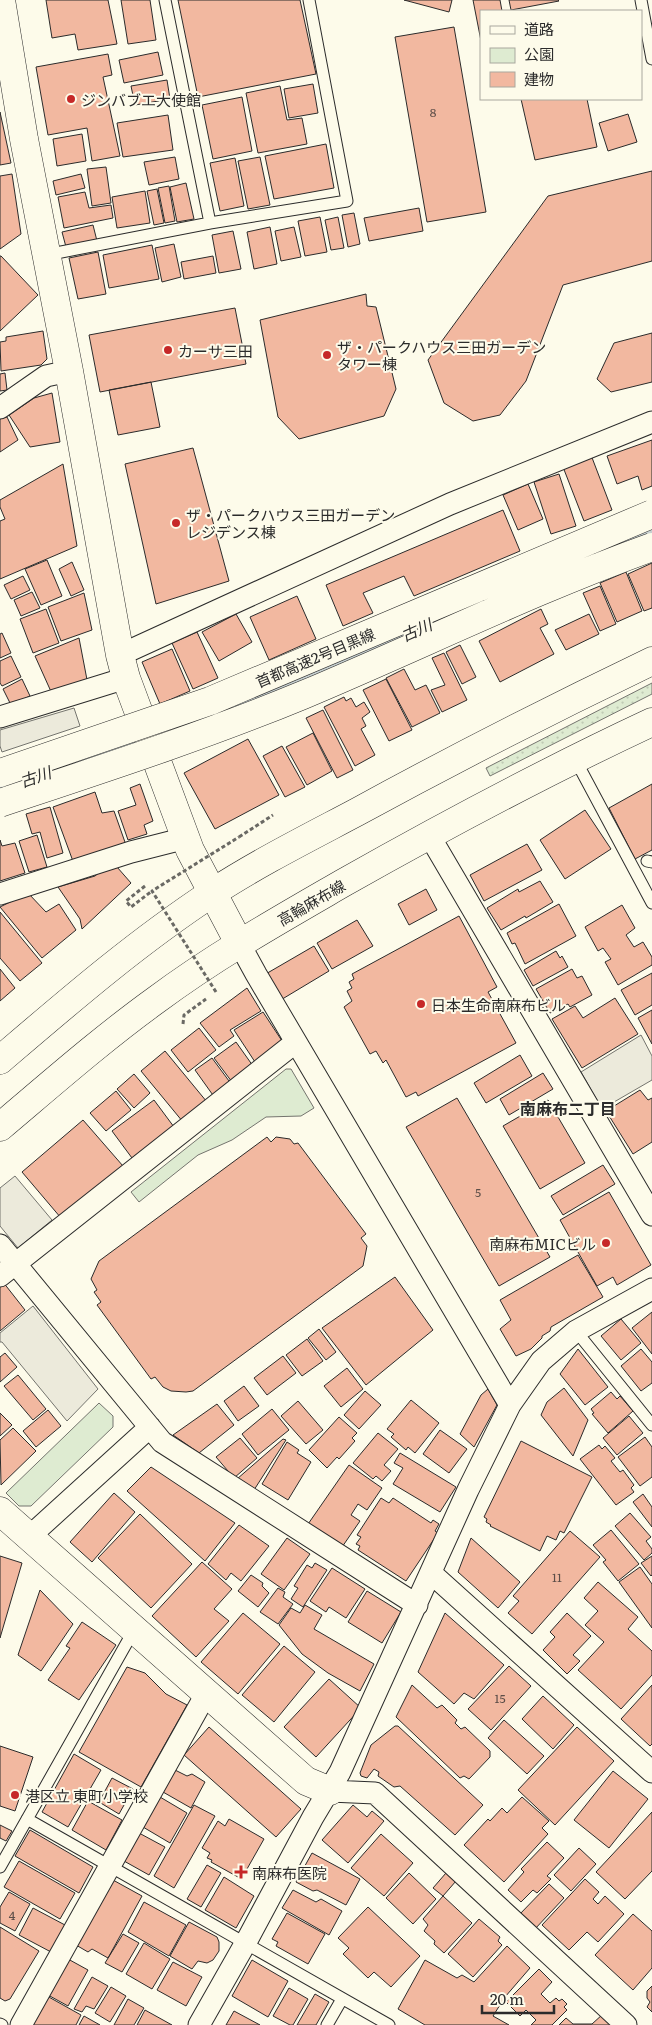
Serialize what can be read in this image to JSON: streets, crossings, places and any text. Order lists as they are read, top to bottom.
{
  "streets": {
    "main road": ["首都高速2号目黒線", "高輪麻布線"]
  },
  "districts": ["南麻布二丁目"],
  "water": ["古川"],
  "places": {
    "other": [
      "ジンバブエ大使館",
      "カーサ三田",
      "ザ・パークハウス三田ガーデン タワー棟",
      "ザ・パークハウス三田ガーデン レジデンス棟",
      "日本生命南麻布ビル",
      "南麻布MICビル",
      "港区立 東町小学校"
    ],
    "health": ["南麻布医院"]
  },
  "house_numbers": [
    "8",
    "5",
    "11",
    "15",
    "4"
  ],
  "legend": ["道路", "公園", "建物"],
  "scale_bar": "20 m"
}
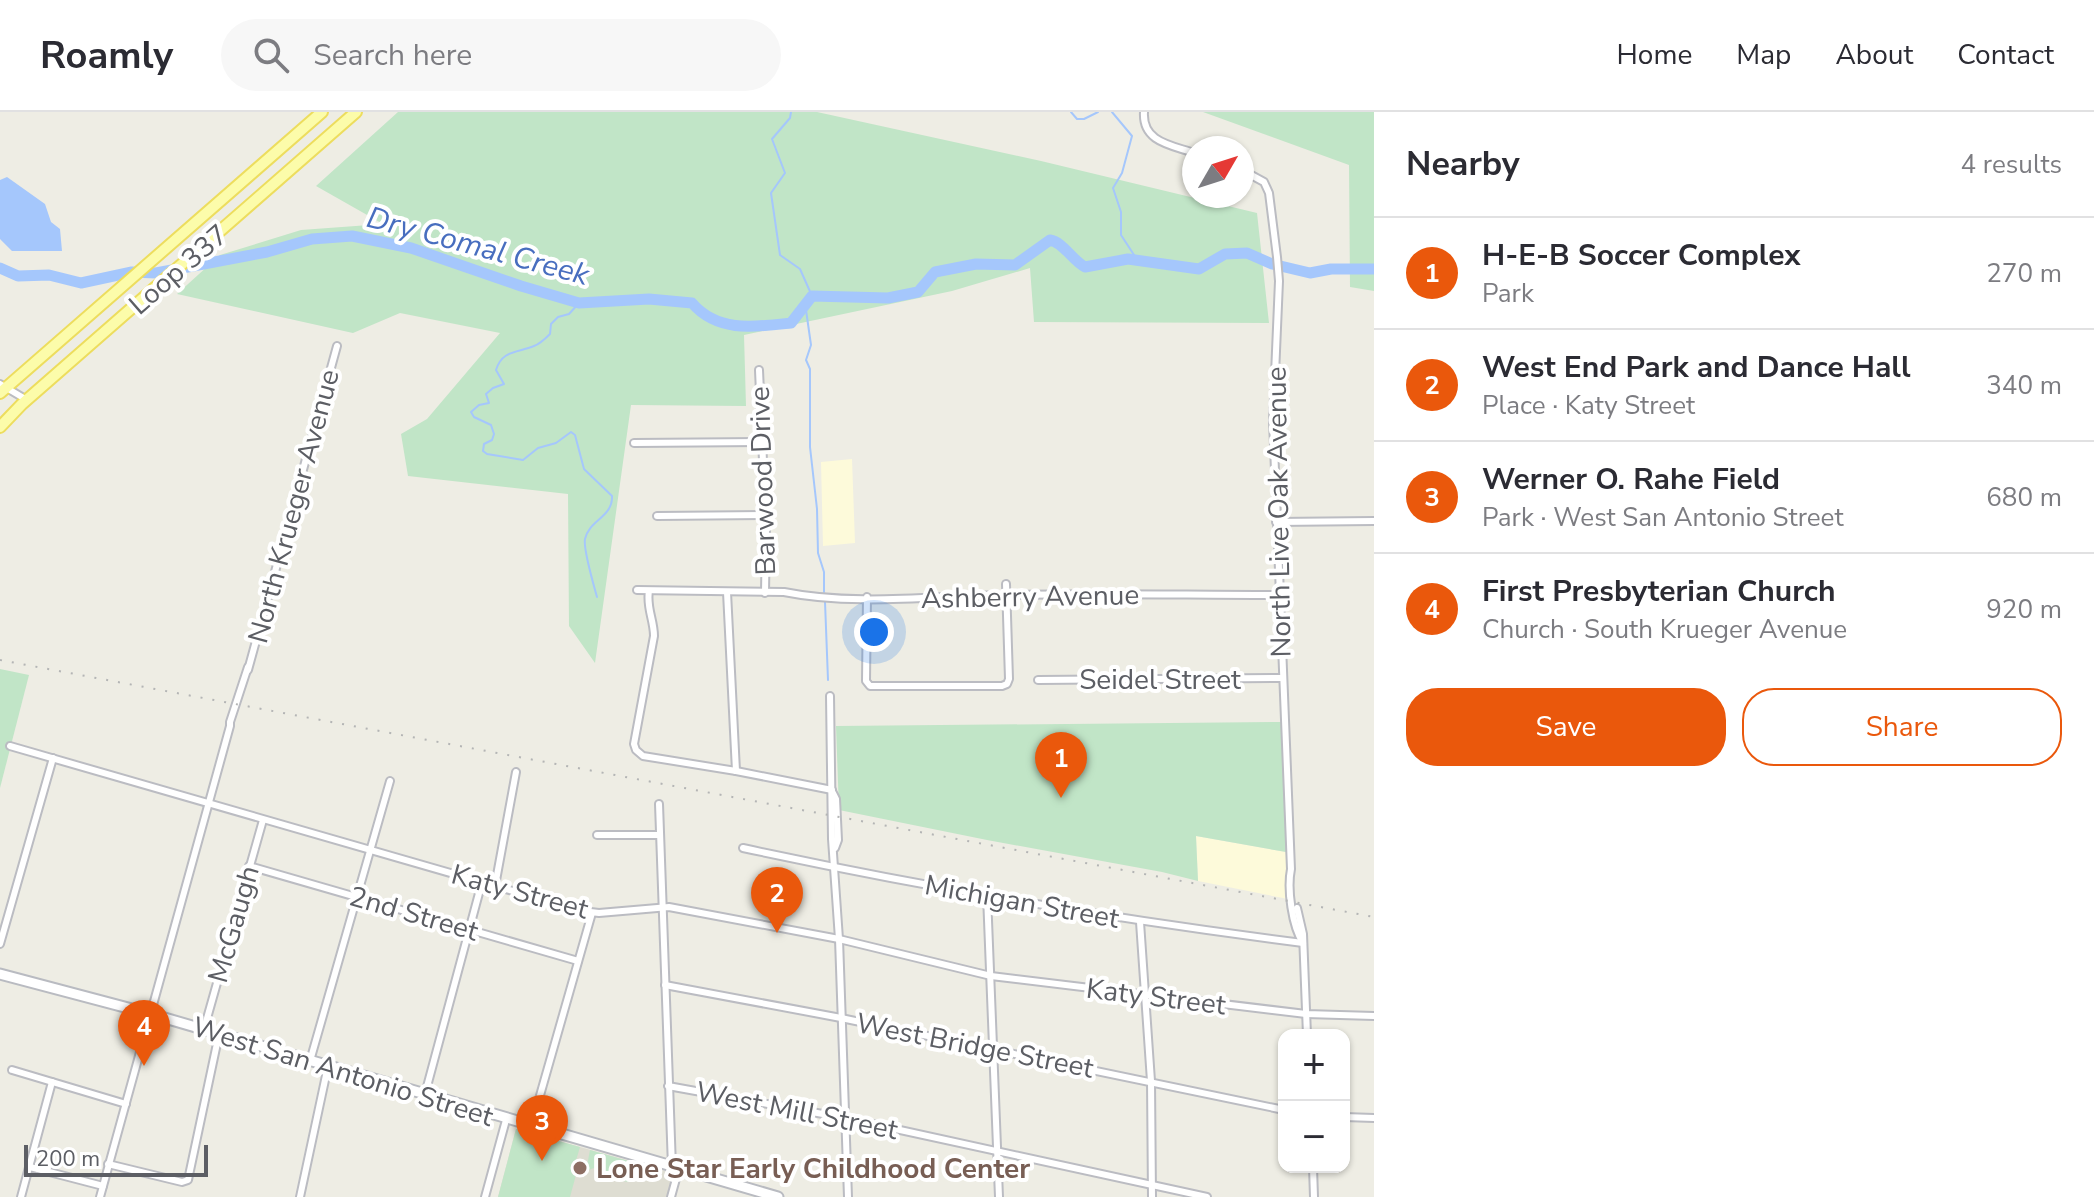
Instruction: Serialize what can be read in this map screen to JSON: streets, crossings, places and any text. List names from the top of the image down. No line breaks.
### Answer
{"streets":{"main road":["Loop 337"],"street":["Barwood Drive","North Krueger Avenue","North Live Oak Avenue","Ashberry Avenue","Seidel Street","Katy Street","Michigan Street","2nd Street","McGaugh","West Bridge Street","West San Antonio Street","West Mill Street"]},"crossings":[["Barwood Drive","Ashberry Avenue"],["North Krueger Avenue","Katy Street"],["North Krueger Avenue","West San Antonio Street"],["North Live Oak Avenue","Ashberry Avenue"],["North Live Oak Avenue","Seidel Street"],["North Live Oak Avenue","Katy Street"],["North Live Oak Avenue","Michigan Street"],["Katy Street","McGaugh"],["2nd Street","McGaugh"],["McGaugh","West San Antonio Street"]],"water":["Dry Comal Creek"],"places":["Lone Star Early Childhood Center"],"scale_bar":"200 m","north":"top right","page":{"header":"Roamly","search":"Search here","nav":["Home","Map","About","Contact"],"heading":["Nearby","4 results"],"list":[{"mark":"1","name":"H-E-B Soccer Complex","note":"Park","value":"270 m"},{"mark":"2","name":"West End Park and Dance Hall","note":"Place · Katy Street","value":"340 m"},{"mark":"3","name":"Werner O. Rahe Field","note":"Park · West San Antonio Street","value":"680 m"},{"mark":"4","name":"First Presbyterian Church","note":"Church · South Krueger Avenue","value":"920 m"}],"buttons":["Save","Share"],"pins":["1","2","4","3"],"map_buttons":["+","−"],"scale":"200 m"}}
++++++++++++++++++++
- **Work item**
For this exercise, write out the listing verbatim and leave every image out.

- **Output for this task**
Serialize what can be read in this image to JSON: streets, crossings, places and any text. Order lists as they are read, top to bottom.
{
  "streets": {
    "main road": ["首都高速2号目黒線", "高輪麻布線"]
  },
  "districts": ["南麻布二丁目"],
  "water": ["古川"],
  "places": {
    "other": [
      "ジンバブエ大使館",
      "カーサ三田",
      "ザ・パークハウス三田ガーデン タワー棟",
      "ザ・パークハウス三田ガーデン レジデンス棟",
      "日本生命南麻布ビル",
      "南麻布MICビル",
      "港区立 東町小学校"
    ],
    "health": ["南麻布医院"]
  },
  "house_numbers": [
    "8",
    "5",
    "11",
    "15",
    "4"
  ],
  "legend": ["道路", "公園", "建物"],
  "scale_bar": "20 m"
}
Instruction: Serialize what can be read in this map screen to JSON: streets, crossings, places and any text. List names from the top of the image down. No line breaks.
### Answer
{"streets":{"main road":["Loop 337"],"street":["Barwood Drive","North Krueger Avenue","North Live Oak Avenue","Ashberry Avenue","Seidel Street","Katy Street","Michigan Street","2nd Street","McGaugh","West Bridge Street","West San Antonio Street","West Mill Street"]},"crossings":[["Barwood Drive","Ashberry Avenue"],["North Krueger Avenue","Katy Street"],["North Krueger Avenue","West San Antonio Street"],["North Live Oak Avenue","Ashberry Avenue"],["North Live Oak Avenue","Seidel Street"],["North Live Oak Avenue","Katy Street"],["North Live Oak Avenue","Michigan Street"],["Katy Street","McGaugh"],["2nd Street","McGaugh"],["McGaugh","West San Antonio Street"]],"water":["Dry Comal Creek"],"places":["Lone Star Early Childhood Center"],"scale_bar":"200 m","north":"top right","page":{"header":"Roamly","search":"Search here","nav":["Home","Map","About","Contact"],"heading":["Nearby","4 results"],"list":[{"mark":"1","name":"H-E-B Soccer Complex","note":"Park","value":"270 m"},{"mark":"2","name":"West End Park and Dance Hall","note":"Place · Katy Street","value":"340 m"},{"mark":"3","name":"Werner O. Rahe Field","note":"Park · West San Antonio Street","value":"680 m"},{"mark":"4","name":"First Presbyterian Church","note":"Church · South Krueger Avenue","value":"920 m"}],"buttons":["Save","Share"],"pins":["1","2","4","3"],"map_buttons":["+","−"],"scale":"200 m"}}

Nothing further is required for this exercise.